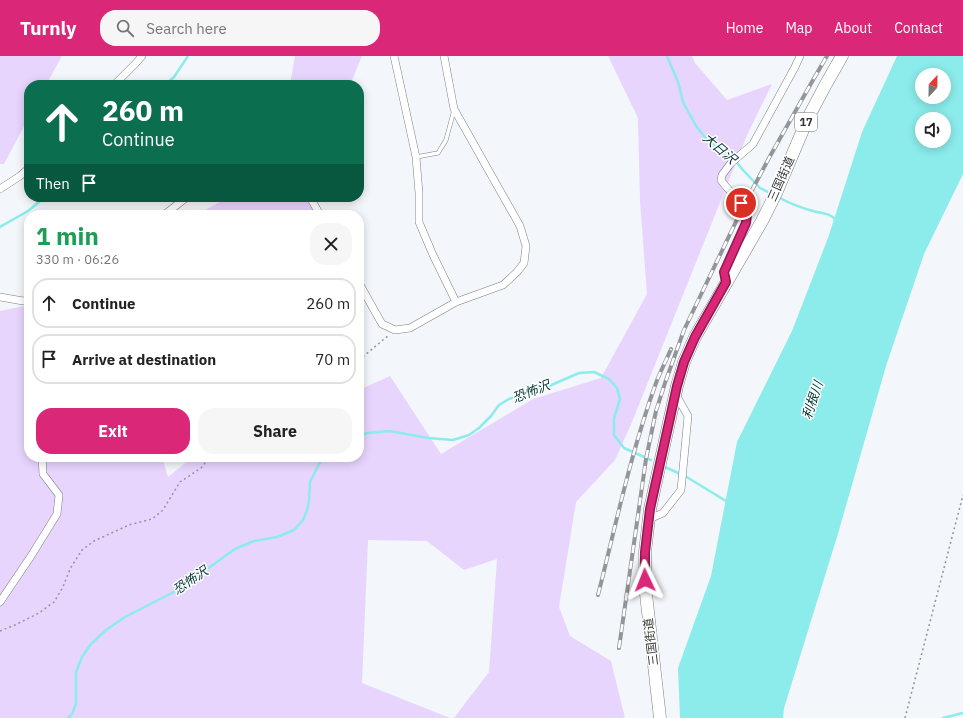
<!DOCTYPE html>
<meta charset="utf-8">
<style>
body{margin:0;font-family:"IBM Plex Sans","Noto Sans JP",sans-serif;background:#f6f6f6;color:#222;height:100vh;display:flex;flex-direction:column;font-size:15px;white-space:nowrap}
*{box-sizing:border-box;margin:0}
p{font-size:13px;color:#767676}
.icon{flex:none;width:22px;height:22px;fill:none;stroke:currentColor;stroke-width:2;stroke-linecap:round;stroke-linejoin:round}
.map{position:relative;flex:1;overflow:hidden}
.details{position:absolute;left:24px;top:154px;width:340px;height:252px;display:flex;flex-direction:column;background:#fff;border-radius:16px;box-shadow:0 2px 10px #0003}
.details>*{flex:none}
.hud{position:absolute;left:24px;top:24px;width:340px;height:122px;border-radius:16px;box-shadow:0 2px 10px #0003;background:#0b6e4f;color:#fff;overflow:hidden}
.needle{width:26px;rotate:22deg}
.tools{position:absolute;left:915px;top:12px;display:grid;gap:8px}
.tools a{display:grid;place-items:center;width:36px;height:36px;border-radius:50%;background:#fff;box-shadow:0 2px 10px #0003;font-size:20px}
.pin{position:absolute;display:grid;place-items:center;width:34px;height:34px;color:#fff;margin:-17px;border:2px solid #fff;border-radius:50%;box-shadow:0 1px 4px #0007}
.me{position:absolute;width:44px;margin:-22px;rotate:358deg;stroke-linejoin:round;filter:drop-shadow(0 0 3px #0008)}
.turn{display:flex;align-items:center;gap:14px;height:84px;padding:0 12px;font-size:18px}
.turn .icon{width:52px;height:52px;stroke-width:2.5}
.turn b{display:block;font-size:28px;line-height:34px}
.then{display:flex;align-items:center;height:38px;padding:0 12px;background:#0003;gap:8px;font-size:15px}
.round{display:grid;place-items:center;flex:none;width:42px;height:42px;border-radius:16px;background:#f6f6f6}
.headline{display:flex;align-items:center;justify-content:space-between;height:68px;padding:0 12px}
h1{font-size:24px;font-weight:800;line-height:30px;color:#1e9e55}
.button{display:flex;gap:8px;margin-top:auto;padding:8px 12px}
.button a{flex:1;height:46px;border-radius:16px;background:#db2777;color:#fff;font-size:16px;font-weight:800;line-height:46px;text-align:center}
.button a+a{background:#f6f6f6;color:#222}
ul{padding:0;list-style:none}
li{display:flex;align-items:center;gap:12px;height:50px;margin:0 8px 6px;padding:0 4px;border:2px solid #e0e0e0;border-radius:16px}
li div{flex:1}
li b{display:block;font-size:15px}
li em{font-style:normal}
header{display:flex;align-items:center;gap:24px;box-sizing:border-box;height:56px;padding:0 20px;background:#db2777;color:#fff}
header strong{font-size:19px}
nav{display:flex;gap:22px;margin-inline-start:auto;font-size:14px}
.search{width:280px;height:36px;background:#f6f6f6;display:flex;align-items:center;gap:10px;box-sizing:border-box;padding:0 14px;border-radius:16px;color:#767676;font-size:15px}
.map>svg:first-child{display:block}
.green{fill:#e7d5fe}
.water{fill:#8beceb;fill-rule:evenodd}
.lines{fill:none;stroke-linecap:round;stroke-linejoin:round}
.stream{stroke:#8beceb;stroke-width:2.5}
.service-casing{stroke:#7c7f83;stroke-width:4.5}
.minor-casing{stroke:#7c7f83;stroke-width:8}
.trunk-casing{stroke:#7c7f83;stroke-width:13}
.path{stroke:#949699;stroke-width:1.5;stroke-dasharray:2 3;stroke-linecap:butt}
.service{stroke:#fff;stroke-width:3.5}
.minor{stroke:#fff;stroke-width:7}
.trunk{stroke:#fff;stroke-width:12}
.rail-casing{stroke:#939598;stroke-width:4}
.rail{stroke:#fff;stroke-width:2.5;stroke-dasharray:8;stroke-linecap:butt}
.route-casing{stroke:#8e194d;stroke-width:10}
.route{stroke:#db2777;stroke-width:7}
.labels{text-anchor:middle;stroke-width:3;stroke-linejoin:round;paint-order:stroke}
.shield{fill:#fff;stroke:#717273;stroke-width:1}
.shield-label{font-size:11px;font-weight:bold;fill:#343637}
.street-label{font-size:12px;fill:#343637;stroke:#fff}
.water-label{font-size:13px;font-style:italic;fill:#023434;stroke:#fff}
</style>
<header>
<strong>Turnly</strong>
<div class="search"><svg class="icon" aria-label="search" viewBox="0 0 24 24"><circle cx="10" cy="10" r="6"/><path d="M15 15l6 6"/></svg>Search here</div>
<nav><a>Home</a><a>Map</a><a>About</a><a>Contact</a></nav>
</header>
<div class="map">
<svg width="963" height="662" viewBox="0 0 963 662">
<rect width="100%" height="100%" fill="#f3f6fa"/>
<path class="green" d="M 0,0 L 62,0 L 46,29 L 29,29 L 29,61 L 4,108 L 0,108 Z
M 295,0 L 362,0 L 350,29 L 290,29 Z
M 608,0 L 692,0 L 695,7 L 727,44 L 772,28 L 747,79 L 632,366 L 615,404 L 576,446 L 559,551 L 570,580 L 611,605 L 625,662 L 454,662 L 489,616 L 497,503 L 464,514 L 427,485 L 368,484 L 362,627 L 450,662 L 0,662 L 0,255 L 29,249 L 29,401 L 162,401 L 168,421 L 193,401 L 359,401 L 359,334 L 390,320 L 441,398 L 533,343 L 601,322 L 647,238 L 640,145 L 638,62 Z
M 229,141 L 316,141 L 314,159 L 196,159 Z"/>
<path class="water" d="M 897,0 L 963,0 L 963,118 L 924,198 L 886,310 L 837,481 L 784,652 L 783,662 L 680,662 L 678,612 L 711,520 L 737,386 L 792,275 L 828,182 L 862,76 ZM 922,19 L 944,19 L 944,41 L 922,41 ZM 922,63 L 944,63 L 944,85 L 922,85 Z"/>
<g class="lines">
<path class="stream" d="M 667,0 L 678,26 L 683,46 L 696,70 L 708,85 L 728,95 L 742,113 L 760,132 L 772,138
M 165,29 L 174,21 L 188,0
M 778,141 C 789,147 801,152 813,155 C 823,158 828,156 836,164
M 0,171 L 28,155 L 45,141
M 359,380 L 367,377 L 390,375 L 428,382 L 453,384 L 469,379 L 479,372 L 491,360 L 499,349 L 509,343 L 526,337 L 549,330 L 579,317 L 594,316 L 609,323 L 617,332 L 620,343 L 614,362 L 614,379 L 624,392 L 651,404
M 665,411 L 685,420 L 726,445 L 728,445
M 68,662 L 72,658 L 76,648 L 76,616 L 82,601 L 91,588 L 106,574 L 125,561 L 172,537 L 196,521 L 235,493 L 254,485 L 277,481 L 294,474 L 303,464 L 307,454 L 309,445 L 310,426 L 319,408 L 325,401
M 943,662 L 963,657"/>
<g class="service-casing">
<path id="service" d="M 416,101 L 438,97 L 446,84 L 454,54"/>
</g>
<g class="minor-casing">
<path id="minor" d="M 394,0 L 416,101 L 419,137 L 419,166 L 433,199 L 456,246
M 114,29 L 136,7 L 142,0
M 0,133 L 20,120 L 29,112
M 310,141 L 320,159
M 164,159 L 187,141
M 726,226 L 724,216 L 746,167 C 746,164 747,162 747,160 C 747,150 727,134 721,124 L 722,119 L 731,107 L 753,88 L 795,11 L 800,0
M 359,227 L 382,268 L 395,274 L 410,272 L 456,246 L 503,229 L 517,216 L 524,207 L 526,190 L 520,170 L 454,53 L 444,0
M 0,241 L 23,245 L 29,244
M 649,463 L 663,457 L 681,434 L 688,360 L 675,337
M 0,546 L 31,500 L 57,458 L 59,439 L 43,418 L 42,401"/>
</g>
<g class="trunk-casing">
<path id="trunk" d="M 660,662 L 646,538 L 645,496 L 650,453 L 677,330 L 684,306 L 695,281 L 762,165 L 777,135 L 808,62 L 826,28 L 842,0"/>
</g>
<path class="path" d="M 359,304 L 389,279
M 0,575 L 15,569 L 39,557 L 54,546 L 63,531 L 70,513 L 82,494 L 94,485 L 129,469 L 152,463 L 163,454 L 180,426 L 201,412 L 210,401
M 905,662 L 963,439"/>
<use href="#service" class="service"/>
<use href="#minor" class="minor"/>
<use href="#trunk" class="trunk"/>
<g class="rail-casing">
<path id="rail" d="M 598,539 C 616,468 631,396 656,327 C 660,316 666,305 671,293
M 619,592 L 646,403 L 656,355 L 665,327 L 684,274 L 743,151 L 769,102 L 813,24 L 827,0"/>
</g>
<use href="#rail" class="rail"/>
</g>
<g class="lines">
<g class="route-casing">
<path id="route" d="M 645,524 L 645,496 L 650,453 L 677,330 L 684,306 L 695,281 L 726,226 L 724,216 L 746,167 L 747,159 L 741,147"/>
</g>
<use href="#route" class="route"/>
</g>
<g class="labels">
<rect class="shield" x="795" y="57" width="22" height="18" rx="3"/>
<g class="shield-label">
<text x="806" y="70">17</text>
</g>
<g class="street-label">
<text transform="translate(781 123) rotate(-66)" y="4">三国街道</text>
<text transform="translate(651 586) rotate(-97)" y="4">三国街道</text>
</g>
<g class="water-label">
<text transform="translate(720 92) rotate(41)" y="5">大日沢</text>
<text transform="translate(531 335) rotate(-21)" y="5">恐怖沢</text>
<text transform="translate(812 344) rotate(-71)" y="5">利根川</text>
<text transform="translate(190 524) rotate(-34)" y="5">恐怖沢</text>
</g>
</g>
</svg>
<div class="tools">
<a><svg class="needle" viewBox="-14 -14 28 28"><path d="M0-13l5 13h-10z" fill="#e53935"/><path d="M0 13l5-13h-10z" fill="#767676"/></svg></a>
<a><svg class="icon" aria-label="sound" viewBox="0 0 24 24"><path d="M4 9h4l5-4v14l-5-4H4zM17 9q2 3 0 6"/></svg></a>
</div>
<div class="pin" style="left:741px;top:147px;background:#d93025"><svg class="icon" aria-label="arrive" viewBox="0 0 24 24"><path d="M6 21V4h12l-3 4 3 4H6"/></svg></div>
<svg class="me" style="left:645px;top:524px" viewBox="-20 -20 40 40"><path d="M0-17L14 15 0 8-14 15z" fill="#db2777" stroke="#fff" stroke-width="4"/></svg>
<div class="hud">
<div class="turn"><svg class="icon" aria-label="ahead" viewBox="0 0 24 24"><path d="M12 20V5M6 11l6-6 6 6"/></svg><div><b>260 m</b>Continue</div></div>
<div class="then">Then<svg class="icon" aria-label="arrive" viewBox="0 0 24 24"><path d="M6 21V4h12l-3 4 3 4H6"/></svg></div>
</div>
<section class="details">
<div class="headline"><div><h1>1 min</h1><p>330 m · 06:26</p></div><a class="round"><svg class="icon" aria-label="close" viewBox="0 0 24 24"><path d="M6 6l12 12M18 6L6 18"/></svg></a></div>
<ul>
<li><svg class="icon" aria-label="ahead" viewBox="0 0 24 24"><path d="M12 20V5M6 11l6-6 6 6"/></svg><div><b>Continue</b></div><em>260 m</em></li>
<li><svg class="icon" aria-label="arrive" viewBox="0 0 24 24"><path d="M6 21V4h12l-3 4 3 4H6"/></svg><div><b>Arrive at destination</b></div><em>70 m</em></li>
</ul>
<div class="button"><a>Exit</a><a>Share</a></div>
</section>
</div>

^^^^^^^^

Each line above that includes the word "absolute" is to be copied.

** ANSWER SPACE **
.details{position:absolute;left:24px;top:154px;width:340px;height:252px;display:flex;flex-direction:column;background:#fff;border-radius:16px;box-shadow:0 2px 10px #0003}
.hud{position:absolute;left:24px;top:24px;width:340px;height:122px;border-radius:16px;box-shadow:0 2px 10px #0003;background:#0b6e4f;color:#fff;overflow:hidden}
.tools{position:absolute;left:915px;top:12px;display:grid;gap:8px}
.pin{position:absolute;display:grid;place-items:center;width:34px;height:34px;color:#fff;margin:-17px;border:2px solid #fff;border-radius:50%;box-shadow:0 1px 4px #0007}
.me{position:absolute;width:44px;margin:-22px;rotate:358deg;stroke-linejoin:round;filter:drop-shadow(0 0 3px #0008)}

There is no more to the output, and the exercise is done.